Leila Barros fez alterações na MP que chegou do Executivo, acatando emenda que zera o imposto de importação de medicamentos que não tem versão similar no Brasil.
A MP aprovada na Comissão ainda prevê uma redução de 60% para 30% da alíquota de importação para compras de até US$ 3 mil por remessas postais vindas do exterior.
A mudança prevista na MP foi criticada pelo senador Izalci Lucas (PL-DF), que argumentou que a redução das alíquotas deve prejudicar os produtores nacionais:
“Nós somos favoráveis de não taxar. Agora, temos que ter isonomia. Como é que nós vamos incentivar o trabalhador chinês em detrimento do nosso trabalhador aqui?”
Mudanças na MP
A senadora Leila Barros ainda incluiu na MP a previsão de uma avaliação periódica, a ser feita pelo Ministério da Fazenda, para analisar os efeitos econômicos da isenção proposta.
“A senadora Leila fez a alteração para atender a uma preocupação apresentada pelo setor produtivo e busca garantir dados e transparência para acompanhar os efeitos da política”, informou a assessoria da relatora.
A Fazenda deverá apresentar um primeiro relatório em novembro deste ano, com novas avaliações a cada seis meses com informações de indicadores como emprego e renda, competitividade nacional e arrecadação.
A avaliação periódica da política de isenção dessas importações deve ainda ser acompanhada por setores empresariais de têxteis e vestuário; calçados; acessórios; brinquedos e cosméticos.
O regime de tributação diferenciado para essas compras ainda terão que passar por avaliação anual do Congresso Nacional.
A MP da taxa das blusinhas sofre oposição de setores empresariais nacionais que alegam “concorrência desleal” por parte de empresas estrangeiras, em especial, da China.
Já o governo argumenta que a medida favorece o consumo popular e contribui para formalizar essas operações, reduzindo a informalidade e a evasão fiscal.
Fiscalização
O relatório da senadora Leila ainda incluiu novas obrigações para plataformas digitais e operadores logísticos dessas importações para identificar e combater fraudes.

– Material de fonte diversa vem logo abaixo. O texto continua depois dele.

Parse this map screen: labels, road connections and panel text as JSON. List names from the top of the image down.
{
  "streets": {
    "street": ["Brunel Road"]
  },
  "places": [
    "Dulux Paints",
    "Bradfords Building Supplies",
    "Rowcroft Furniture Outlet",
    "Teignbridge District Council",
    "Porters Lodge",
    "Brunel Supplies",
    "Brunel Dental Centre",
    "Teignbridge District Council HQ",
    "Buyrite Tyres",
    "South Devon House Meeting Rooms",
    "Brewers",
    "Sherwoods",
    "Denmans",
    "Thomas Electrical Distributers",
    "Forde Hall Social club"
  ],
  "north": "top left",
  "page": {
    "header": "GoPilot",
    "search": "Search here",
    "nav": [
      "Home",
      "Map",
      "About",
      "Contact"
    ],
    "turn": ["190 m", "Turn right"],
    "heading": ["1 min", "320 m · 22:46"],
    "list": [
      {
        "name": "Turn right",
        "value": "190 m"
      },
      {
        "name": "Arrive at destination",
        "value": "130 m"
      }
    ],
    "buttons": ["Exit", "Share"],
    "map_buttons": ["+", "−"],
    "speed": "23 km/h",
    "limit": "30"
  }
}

“Elas deverão garantir a rastreabilidade dos vendedores estrangeiros, monitorar padrões anormais de remessas, manter registros eletrônicos das operações e cooperar com a Receita Federal.”
Caso as empresas descumpram as regras de fiscalização, estão previstas penalidades que vão desde a advertência até multa “proporcional às transações envolvendo produtos ilegais, suspensão temporária das atividades e, nos casos graves ou reiterados, proibição de operar no mercado nacional”.